Exercise description: All that is wanted is the exact text of each line from the one with "M 475,409 L 500,437" to the close of the listing, ends included.

Supplied records:
○ ○ ○

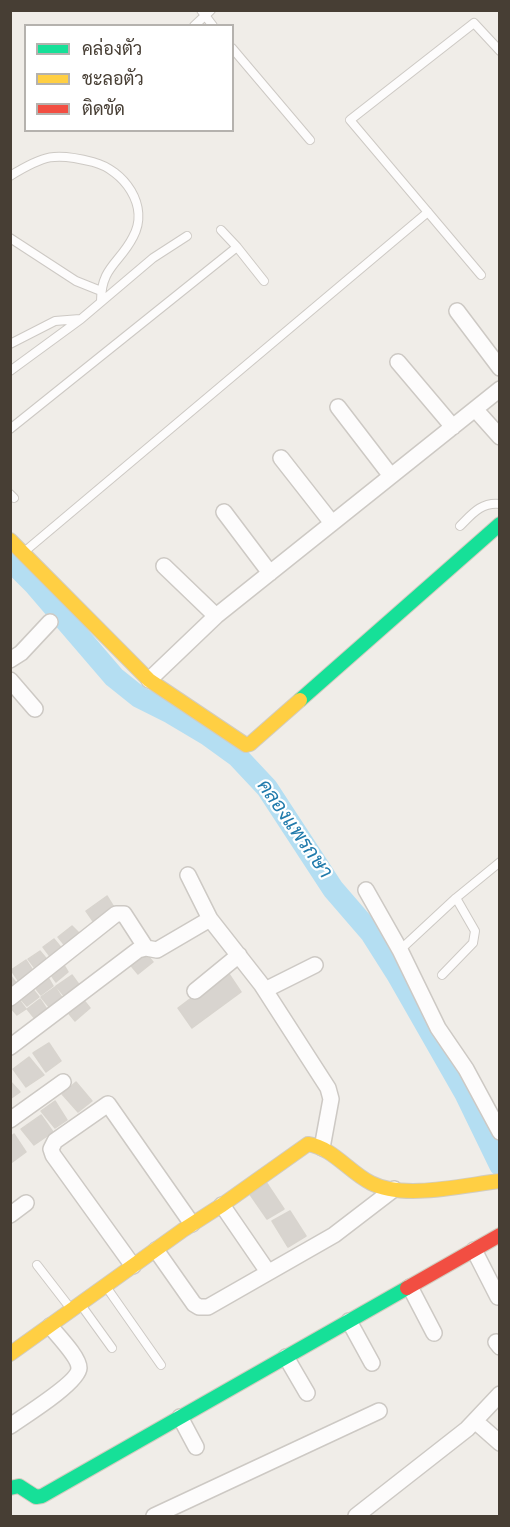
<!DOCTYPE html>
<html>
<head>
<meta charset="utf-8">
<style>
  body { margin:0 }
  #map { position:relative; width:510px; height:1527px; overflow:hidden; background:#f0ede8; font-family:Overpass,Sarabun,sans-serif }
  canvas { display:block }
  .frame { position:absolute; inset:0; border:12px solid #473e34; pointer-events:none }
  .legend { position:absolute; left:24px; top:24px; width:210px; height:108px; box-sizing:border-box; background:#fff; border:2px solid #b5b2ae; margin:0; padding:8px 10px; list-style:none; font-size:18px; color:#473e34 }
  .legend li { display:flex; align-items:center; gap:12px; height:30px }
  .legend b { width:30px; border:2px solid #b5b2ae }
</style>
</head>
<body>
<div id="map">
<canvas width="510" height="1527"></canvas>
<div class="frame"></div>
<ul class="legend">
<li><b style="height:8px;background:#16e098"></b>คล่องตัว</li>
<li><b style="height:8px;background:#ffcf43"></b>ชะลอตัว</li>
<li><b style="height:8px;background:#f24e42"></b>ติดขัด</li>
</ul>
</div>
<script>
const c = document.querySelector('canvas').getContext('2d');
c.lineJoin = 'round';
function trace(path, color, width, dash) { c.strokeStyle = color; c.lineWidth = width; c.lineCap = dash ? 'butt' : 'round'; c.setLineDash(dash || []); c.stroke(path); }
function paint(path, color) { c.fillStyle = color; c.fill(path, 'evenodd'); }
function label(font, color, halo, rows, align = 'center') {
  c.font = font + ' Overpass,Sarabun,sans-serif'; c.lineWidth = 4.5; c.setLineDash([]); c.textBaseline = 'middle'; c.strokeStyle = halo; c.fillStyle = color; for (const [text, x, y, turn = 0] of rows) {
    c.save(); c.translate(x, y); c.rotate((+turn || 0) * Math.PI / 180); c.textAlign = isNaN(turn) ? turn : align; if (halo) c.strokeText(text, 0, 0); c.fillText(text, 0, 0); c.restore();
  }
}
trace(new Path2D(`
  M 10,560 L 35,585 L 114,677 L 139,697 L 171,713 L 208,735 L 237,756 L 267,788 L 333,889 L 371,933 L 397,974 L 465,1093 L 500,1165`), '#b4def2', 22);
const building = new Path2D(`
  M 107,896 L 115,909 L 95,924 L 86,911 Z
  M 72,926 L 81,935 L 67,948 L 58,937 Z
  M 54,939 L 63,950 L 52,959 L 43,947 Z
  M 40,951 L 49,962 L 37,971 L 28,959 Z
  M 144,951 L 153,962 L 138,974 L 128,962 Z
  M 26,960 L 34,972 L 20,983 L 11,970 Z
  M 62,962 L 68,972 L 56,982 L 49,972 Z
  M 227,971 L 241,992 L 192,1028 L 178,1008 Z
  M 46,974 L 53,986 L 41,995 L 33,985 Z
  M 10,975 L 17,984 L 10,990 Z
  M 72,975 L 80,986 L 65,997 L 56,986 Z
  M 31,987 L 39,997 L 27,1006 L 18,996 Z
  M 55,987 L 63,999 L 50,1008 L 41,997 Z
  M 17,997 L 26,1009 L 17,1015 L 10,1007 L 10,1002 Z
  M 82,998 L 90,1008 L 75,1021 L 66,1010 Z
  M 40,999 L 48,1011 L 36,1020 L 27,1009 Z
  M 49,1043 L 61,1061 L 46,1072 L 33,1053 Z
  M 29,1057 L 44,1075 L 26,1087 L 13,1069 Z
  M 10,1081 L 20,1092 L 10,1099 Z
  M 76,1082 L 92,1101 L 78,1112 L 62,1094 Z
  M 55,1101 L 67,1120 L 55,1128 L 41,1111 Z
  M 41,1115 L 53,1132 L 34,1145 L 21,1129 Z
  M 14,1134 L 26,1152 L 11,1163 L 10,1137 Z
  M 266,1182 L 284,1209 L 267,1219 L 249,1193 Z
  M 290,1211 L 306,1236 L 288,1247 L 272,1221 Z`);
paint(building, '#d8d4cf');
trace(building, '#d8d4ce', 1.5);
const lane = new Path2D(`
  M 201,10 L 213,26
  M 194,26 L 211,10
  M 232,48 L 310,140
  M 10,176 C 44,155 55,152 93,162 C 124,170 150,206 133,237 C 120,263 101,267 101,301
  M 221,230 L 237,247 L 264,281
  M 10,238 L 76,281 L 101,291
  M 481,275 L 350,120 L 474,23 L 500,51
  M 10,344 L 55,321 L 80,319
  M 10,371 L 81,319 L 153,258 L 187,236
  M 10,429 L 237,247
  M 10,494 L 14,498
  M 460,526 C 472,514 481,502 500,504
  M 24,552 L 428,212
  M 400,950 L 456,898 L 500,862
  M 442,975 L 473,943 L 475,931 L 456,898
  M 37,1265 L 71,1309
  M 107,1288 L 161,1365
  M 81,1305 L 112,1348`);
const street = new Path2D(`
  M 457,311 L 500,368
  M 398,362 L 453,427
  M 338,407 L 391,476
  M 475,409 L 500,437
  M 281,458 L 332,523
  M 224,512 L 270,573
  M 164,566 L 216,616
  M 10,660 L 21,653 L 50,622
  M 10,680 L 35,709
  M 149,680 L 216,616 L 500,389
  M 188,875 L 210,919
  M 366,890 L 400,950 L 438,1028 L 466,1069 L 500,1132
  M 265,990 L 315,965
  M 195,991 L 239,955
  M 10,998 L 116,914 L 124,914 L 146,948
  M 10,1047 L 138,950 L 146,948 L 157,950 L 210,919 L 261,984 L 328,1088 L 331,1099 L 322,1148
  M 10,1120 L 63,1082
  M 222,1205 L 268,1272
  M 10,1215 L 26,1203
  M 156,1250 L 194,1304 L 199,1307 L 208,1307 L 334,1235 L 394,1189
  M 474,1250 L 498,1297
  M 133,1266 L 53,1155 L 51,1149 L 55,1141 L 108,1104 L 192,1224
  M 410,1287 L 434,1333
  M 349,1321 L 372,1363
  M 496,1342 L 500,1347
  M 286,1357 L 307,1393
  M 180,1417 L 196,1447
  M 475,1421 L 500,1443
  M 10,1426 C 23,1417 79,1382 79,1368 C 79,1357 57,1335 50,1326
  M 154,1516 L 379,1411
  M 356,1516 L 467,1429 L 500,1394`);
const fast = new Path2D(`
  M 300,700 L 500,524
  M 10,1488 L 19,1486 L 36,1497 L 42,1496 L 407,1288`);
const slow = new Path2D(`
  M 10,540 L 149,680 L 246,745 L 250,744 L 300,700
  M 10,1354 L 183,1230 L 222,1205 L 308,1144 C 333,1148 349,1172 371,1183 C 404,1200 464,1185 500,1181`);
const jam = new Path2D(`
  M 407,1288 L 500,1235`);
trace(lane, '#cdc9c4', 10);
trace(street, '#cdc9c4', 18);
trace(fast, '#d2ccbf', 16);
trace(slow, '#d2ccbf', 16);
trace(jam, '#d2ccbf', 16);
trace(lane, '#fdfcfc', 8);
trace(street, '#fdfcfc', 15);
trace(fast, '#16e098', 14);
trace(slow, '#ffcf43', 14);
trace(jam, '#f24e42', 14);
label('italic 20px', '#217bac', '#fff', [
  ["คลองแพรกษา",293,830,55]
]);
</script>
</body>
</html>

○ ○ ○

Written reply:
  M 475,409 L 500,437
  M 281,458 L 332,523
  M 224,512 L 270,573
  M 164,566 L 216,616
  M 10,660 L 21,653 L 50,622
  M 10,680 L 35,709
  M 149,680 L 216,616 L 500,389
  M 188,875 L 210,919
  M 366,890 L 400,950 L 438,1028 L 466,1069 L 500,1132
  M 265,990 L 315,965
  M 195,991 L 239,955
  M 10,998 L 116,914 L 124,914 L 146,948
  M 10,1047 L 138,950 L 146,948 L 157,950 L 210,919 L 261,984 L 328,1088 L 331,1099 L 322,1148
  M 10,1120 L 63,1082
  M 222,1205 L 268,1272
  M 10,1215 L 26,1203
  M 156,1250 L 194,1304 L 199,1307 L 208,1307 L 334,1235 L 394,1189
  M 474,1250 L 498,1297
  M 133,1266 L 53,1155 L 51,1149 L 55,1141 L 108,1104 L 192,1224
  M 410,1287 L 434,1333
  M 349,1321 L 372,1363
  M 496,1342 L 500,1347
  M 286,1357 L 307,1393
  M 180,1417 L 196,1447
  M 475,1421 L 500,1443
  M 10,1426 C 23,1417 79,1382 79,1368 C 79,1357 57,1335 50,1326
  M 154,1516 L 379,1411
  M 356,1516 L 467,1429 L 500,1394`);
const fast = new Path2D(`
  M 300,700 L 500,524
  M 10,1488 L 19,1486 L 36,1497 L 42,1496 L 407,1288`);
const slow = new Path2D(`
  M 10,540 L 149,680 L 246,745 L 250,744 L 300,700
  M 10,1354 L 183,1230 L 222,1205 L 308,1144 C 333,1148 349,1172 371,1183 C 404,1200 464,1185 500,1181`);
const jam = new Path2D(`
  M 407,1288 L 500,1235`);
trace(lane, '#cdc9c4', 10);
trace(street, '#cdc9c4', 18);
trace(fast, '#d2ccbf', 16);
trace(slow, '#d2ccbf', 16);
trace(jam, '#d2ccbf', 16);
trace(lane, '#fdfcfc', 8);
trace(street, '#fdfcfc', 15);
trace(fast, '#16e098', 14);
trace(slow, '#ffcf43', 14);
trace(jam, '#f24e42', 14);
label('italic 20px', '#217bac', '#fff', [
  ["คลองแพรกษา",293,830,55]
]);
</script>
</body>
</html>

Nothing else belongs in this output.